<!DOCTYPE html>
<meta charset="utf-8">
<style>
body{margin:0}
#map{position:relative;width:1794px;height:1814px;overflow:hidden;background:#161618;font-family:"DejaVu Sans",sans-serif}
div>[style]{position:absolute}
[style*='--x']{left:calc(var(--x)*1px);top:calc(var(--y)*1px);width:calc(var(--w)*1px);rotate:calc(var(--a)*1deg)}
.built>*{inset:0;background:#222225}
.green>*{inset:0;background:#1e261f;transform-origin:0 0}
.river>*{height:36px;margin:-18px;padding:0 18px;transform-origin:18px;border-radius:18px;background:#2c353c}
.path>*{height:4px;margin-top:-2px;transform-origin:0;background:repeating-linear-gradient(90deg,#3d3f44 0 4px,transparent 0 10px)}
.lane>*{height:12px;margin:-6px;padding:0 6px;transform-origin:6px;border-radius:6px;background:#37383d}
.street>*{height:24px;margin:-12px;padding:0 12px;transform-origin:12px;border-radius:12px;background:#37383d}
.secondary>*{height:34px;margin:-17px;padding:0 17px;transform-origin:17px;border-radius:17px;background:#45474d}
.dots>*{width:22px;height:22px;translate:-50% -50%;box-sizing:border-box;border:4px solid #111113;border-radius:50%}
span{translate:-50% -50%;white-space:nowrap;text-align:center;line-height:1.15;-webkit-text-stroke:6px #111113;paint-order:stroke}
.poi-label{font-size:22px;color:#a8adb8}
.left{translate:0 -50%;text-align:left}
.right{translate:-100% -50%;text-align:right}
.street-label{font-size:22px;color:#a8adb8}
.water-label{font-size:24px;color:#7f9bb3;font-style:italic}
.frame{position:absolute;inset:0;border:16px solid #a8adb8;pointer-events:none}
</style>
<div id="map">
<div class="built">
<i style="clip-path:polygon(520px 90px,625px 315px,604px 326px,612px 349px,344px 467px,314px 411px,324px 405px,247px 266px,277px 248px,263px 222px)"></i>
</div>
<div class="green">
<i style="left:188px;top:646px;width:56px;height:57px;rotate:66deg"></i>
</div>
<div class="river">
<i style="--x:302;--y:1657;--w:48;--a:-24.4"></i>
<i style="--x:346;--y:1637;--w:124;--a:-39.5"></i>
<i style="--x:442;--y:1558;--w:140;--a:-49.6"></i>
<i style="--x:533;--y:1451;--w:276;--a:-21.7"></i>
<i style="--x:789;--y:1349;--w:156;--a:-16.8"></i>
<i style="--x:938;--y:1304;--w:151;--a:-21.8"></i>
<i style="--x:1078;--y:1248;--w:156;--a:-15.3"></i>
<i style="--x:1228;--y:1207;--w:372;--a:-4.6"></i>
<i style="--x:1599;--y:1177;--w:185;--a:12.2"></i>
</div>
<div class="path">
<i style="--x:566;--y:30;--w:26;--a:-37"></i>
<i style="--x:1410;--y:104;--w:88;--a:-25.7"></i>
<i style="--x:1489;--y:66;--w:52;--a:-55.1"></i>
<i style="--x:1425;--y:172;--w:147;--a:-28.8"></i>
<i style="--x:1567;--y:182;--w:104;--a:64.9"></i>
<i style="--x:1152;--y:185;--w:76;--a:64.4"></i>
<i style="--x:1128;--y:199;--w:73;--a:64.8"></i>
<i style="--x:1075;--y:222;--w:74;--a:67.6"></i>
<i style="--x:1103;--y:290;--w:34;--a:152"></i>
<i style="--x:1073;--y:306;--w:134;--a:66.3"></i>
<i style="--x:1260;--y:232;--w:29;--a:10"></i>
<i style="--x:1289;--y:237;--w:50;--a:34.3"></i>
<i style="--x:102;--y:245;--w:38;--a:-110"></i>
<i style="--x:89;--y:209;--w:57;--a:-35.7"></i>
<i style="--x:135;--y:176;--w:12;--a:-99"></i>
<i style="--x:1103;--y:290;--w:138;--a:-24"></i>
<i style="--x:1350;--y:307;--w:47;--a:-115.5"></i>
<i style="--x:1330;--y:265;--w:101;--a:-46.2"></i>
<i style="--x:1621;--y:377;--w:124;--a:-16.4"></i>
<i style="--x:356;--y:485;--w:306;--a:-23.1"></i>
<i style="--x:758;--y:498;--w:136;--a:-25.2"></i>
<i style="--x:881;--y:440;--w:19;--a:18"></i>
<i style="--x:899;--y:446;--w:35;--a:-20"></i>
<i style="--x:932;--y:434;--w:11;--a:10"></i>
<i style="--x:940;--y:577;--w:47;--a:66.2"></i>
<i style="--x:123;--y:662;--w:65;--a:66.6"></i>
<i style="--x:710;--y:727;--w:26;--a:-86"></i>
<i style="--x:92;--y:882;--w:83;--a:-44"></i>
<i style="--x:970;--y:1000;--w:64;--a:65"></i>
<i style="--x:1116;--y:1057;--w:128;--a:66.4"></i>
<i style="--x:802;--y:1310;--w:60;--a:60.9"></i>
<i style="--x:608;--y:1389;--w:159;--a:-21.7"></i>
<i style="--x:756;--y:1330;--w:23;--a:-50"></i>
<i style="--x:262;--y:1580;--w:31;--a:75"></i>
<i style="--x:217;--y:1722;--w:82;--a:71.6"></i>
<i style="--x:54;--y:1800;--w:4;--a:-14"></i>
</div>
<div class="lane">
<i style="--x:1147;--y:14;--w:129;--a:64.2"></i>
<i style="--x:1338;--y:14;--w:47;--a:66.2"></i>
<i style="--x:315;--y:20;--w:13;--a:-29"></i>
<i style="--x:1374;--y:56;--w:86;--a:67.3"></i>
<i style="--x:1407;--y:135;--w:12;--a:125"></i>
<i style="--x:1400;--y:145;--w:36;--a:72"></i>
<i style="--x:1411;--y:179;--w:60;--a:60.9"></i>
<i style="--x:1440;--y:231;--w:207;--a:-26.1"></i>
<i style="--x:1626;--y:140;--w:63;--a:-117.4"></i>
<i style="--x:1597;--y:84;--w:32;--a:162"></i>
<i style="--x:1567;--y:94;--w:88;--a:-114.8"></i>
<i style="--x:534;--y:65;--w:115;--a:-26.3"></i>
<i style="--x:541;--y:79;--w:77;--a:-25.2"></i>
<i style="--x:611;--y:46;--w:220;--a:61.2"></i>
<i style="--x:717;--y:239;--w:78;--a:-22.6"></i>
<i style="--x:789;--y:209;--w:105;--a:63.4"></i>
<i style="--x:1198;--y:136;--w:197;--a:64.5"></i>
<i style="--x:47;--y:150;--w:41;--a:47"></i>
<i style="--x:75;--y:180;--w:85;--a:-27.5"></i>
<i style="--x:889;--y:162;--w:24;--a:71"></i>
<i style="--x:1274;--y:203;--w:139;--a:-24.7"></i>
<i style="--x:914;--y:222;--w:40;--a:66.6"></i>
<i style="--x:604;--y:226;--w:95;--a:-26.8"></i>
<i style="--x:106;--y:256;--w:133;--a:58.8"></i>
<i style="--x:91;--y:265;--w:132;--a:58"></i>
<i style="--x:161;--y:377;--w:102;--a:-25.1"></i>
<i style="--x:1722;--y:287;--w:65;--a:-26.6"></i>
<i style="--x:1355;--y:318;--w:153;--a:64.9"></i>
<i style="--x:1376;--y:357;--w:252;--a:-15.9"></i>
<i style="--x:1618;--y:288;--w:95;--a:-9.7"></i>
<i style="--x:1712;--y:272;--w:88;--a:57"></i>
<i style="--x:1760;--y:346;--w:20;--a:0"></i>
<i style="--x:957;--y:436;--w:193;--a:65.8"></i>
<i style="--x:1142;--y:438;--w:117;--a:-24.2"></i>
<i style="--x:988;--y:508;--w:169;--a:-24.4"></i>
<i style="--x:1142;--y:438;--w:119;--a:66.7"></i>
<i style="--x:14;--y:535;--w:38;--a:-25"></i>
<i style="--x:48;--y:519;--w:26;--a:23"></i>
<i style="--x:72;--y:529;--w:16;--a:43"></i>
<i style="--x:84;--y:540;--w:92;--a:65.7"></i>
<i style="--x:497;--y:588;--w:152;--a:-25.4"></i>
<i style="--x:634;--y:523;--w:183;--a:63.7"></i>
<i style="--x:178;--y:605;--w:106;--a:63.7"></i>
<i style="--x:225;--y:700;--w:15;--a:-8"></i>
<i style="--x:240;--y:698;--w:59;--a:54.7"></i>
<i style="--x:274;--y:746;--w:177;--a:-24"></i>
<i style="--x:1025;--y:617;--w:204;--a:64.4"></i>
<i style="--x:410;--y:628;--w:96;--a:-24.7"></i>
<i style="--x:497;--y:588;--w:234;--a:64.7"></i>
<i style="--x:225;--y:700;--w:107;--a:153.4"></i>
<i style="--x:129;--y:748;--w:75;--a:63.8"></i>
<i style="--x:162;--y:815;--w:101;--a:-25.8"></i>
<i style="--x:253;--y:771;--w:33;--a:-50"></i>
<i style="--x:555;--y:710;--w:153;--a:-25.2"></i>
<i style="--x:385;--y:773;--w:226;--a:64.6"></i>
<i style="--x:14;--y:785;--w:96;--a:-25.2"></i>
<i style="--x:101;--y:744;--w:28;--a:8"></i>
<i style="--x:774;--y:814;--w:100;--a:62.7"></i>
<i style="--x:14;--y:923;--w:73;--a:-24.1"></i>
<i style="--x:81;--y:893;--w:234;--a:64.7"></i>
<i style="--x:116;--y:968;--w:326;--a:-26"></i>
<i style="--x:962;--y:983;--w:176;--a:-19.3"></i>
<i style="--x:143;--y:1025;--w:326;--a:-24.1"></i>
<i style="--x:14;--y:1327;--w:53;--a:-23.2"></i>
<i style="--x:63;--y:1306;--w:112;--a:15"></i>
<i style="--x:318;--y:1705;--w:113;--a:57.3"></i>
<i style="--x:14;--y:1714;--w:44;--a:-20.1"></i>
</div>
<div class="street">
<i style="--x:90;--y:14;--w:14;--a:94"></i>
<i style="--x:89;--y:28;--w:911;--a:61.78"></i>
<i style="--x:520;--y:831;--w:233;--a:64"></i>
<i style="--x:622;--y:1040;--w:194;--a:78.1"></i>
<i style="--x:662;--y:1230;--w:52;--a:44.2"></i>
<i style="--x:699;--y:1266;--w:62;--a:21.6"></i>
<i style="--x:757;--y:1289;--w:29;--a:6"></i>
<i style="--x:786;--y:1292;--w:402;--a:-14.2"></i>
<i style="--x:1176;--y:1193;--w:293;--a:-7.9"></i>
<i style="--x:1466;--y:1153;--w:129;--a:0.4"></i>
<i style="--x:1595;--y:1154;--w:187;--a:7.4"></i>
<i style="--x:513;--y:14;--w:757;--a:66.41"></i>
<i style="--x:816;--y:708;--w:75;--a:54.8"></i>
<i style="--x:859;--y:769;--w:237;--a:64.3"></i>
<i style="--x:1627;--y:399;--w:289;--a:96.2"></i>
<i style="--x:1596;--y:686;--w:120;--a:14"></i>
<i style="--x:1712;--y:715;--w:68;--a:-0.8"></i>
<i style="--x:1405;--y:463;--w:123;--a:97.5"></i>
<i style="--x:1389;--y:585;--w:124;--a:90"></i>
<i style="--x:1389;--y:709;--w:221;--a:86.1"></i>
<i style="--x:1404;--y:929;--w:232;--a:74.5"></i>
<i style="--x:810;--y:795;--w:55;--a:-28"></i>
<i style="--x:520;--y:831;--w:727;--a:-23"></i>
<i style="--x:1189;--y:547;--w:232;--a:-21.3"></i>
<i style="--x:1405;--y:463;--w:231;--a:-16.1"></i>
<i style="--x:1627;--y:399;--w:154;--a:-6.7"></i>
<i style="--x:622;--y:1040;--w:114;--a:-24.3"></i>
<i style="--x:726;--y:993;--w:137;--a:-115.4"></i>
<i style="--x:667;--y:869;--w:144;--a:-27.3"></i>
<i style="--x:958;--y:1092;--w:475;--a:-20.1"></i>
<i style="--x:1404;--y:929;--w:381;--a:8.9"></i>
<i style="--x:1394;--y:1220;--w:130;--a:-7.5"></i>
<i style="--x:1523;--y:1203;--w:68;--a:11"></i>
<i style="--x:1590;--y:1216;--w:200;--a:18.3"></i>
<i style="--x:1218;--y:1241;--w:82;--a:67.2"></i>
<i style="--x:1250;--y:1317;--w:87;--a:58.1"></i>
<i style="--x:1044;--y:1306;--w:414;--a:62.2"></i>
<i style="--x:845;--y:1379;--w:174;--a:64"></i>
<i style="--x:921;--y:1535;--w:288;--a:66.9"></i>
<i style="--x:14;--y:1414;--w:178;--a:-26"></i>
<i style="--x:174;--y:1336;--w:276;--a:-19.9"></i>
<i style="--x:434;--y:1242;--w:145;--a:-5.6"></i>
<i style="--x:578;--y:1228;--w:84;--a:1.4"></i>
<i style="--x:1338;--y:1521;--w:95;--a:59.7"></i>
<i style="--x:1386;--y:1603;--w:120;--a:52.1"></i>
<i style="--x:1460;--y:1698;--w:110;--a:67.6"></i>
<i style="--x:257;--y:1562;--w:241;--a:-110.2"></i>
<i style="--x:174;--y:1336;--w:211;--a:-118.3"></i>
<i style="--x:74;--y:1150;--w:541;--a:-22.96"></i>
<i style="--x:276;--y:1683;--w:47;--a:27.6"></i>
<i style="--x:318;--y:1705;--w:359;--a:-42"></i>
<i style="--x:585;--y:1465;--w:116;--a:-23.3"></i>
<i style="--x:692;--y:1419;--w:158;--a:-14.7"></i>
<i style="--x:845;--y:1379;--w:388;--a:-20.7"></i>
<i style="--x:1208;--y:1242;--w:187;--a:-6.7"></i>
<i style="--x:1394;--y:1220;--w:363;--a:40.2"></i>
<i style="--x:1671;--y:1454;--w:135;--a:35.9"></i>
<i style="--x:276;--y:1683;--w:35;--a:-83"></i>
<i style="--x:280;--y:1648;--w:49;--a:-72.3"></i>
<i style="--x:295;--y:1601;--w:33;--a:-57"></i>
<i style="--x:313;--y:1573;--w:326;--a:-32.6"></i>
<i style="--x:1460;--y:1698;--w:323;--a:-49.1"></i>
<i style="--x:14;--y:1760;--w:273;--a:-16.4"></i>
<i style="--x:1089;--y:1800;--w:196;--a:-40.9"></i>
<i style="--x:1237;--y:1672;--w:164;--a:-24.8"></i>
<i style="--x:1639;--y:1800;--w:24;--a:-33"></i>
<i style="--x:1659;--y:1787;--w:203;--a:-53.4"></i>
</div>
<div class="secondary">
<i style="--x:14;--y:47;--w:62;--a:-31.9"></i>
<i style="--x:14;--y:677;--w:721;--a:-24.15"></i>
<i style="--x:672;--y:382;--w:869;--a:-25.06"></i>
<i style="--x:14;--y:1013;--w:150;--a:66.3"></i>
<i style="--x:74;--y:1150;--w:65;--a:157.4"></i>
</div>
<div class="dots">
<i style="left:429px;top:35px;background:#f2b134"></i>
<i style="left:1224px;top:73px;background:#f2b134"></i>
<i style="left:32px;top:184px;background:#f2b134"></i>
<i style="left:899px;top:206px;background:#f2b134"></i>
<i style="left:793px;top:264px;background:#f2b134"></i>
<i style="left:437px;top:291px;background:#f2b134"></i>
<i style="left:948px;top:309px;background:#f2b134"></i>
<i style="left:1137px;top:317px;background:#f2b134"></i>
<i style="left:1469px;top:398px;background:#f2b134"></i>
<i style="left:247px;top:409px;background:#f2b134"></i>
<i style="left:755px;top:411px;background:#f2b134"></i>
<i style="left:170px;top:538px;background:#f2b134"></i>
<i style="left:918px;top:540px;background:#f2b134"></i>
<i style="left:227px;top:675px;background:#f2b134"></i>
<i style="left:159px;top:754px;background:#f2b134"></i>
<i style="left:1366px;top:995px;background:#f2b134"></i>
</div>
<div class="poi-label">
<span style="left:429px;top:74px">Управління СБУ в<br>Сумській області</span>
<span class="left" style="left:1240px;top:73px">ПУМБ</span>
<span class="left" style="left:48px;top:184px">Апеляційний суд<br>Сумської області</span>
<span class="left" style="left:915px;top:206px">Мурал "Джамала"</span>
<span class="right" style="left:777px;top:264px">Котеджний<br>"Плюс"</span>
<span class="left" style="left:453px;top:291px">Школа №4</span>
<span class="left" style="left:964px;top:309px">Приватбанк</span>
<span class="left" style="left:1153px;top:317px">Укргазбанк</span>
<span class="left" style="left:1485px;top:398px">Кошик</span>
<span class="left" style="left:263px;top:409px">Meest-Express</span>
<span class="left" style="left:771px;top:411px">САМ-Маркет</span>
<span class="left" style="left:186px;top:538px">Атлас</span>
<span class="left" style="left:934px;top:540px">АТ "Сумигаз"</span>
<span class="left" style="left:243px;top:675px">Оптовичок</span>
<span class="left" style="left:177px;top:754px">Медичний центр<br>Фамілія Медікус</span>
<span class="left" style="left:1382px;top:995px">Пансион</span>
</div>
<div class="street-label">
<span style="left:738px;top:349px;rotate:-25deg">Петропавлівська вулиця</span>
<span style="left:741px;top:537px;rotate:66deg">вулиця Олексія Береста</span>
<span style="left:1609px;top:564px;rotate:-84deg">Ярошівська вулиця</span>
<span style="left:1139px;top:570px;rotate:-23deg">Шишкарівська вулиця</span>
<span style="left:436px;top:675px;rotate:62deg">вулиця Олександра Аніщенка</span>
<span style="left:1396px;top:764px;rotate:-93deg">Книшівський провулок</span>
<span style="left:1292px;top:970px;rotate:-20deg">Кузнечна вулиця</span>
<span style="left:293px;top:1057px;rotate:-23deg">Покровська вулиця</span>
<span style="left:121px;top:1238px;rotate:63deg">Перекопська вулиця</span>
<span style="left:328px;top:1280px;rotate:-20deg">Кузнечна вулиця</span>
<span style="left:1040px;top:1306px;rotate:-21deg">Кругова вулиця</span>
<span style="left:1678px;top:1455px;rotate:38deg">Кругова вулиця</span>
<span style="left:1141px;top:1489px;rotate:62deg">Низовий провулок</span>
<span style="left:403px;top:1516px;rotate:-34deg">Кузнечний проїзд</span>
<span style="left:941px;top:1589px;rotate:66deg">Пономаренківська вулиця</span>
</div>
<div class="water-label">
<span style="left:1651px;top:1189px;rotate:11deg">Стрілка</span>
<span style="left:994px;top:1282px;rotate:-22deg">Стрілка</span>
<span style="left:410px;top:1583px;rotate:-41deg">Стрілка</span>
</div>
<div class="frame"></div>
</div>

**TASK DIRECTIONS**
Pull out every line of the entries that includes the word "green".

**SOLUTION TO THE PROBLEM**
.green>*{inset:0;background:#1e261f;transform-origin:0 0}
<div class="green">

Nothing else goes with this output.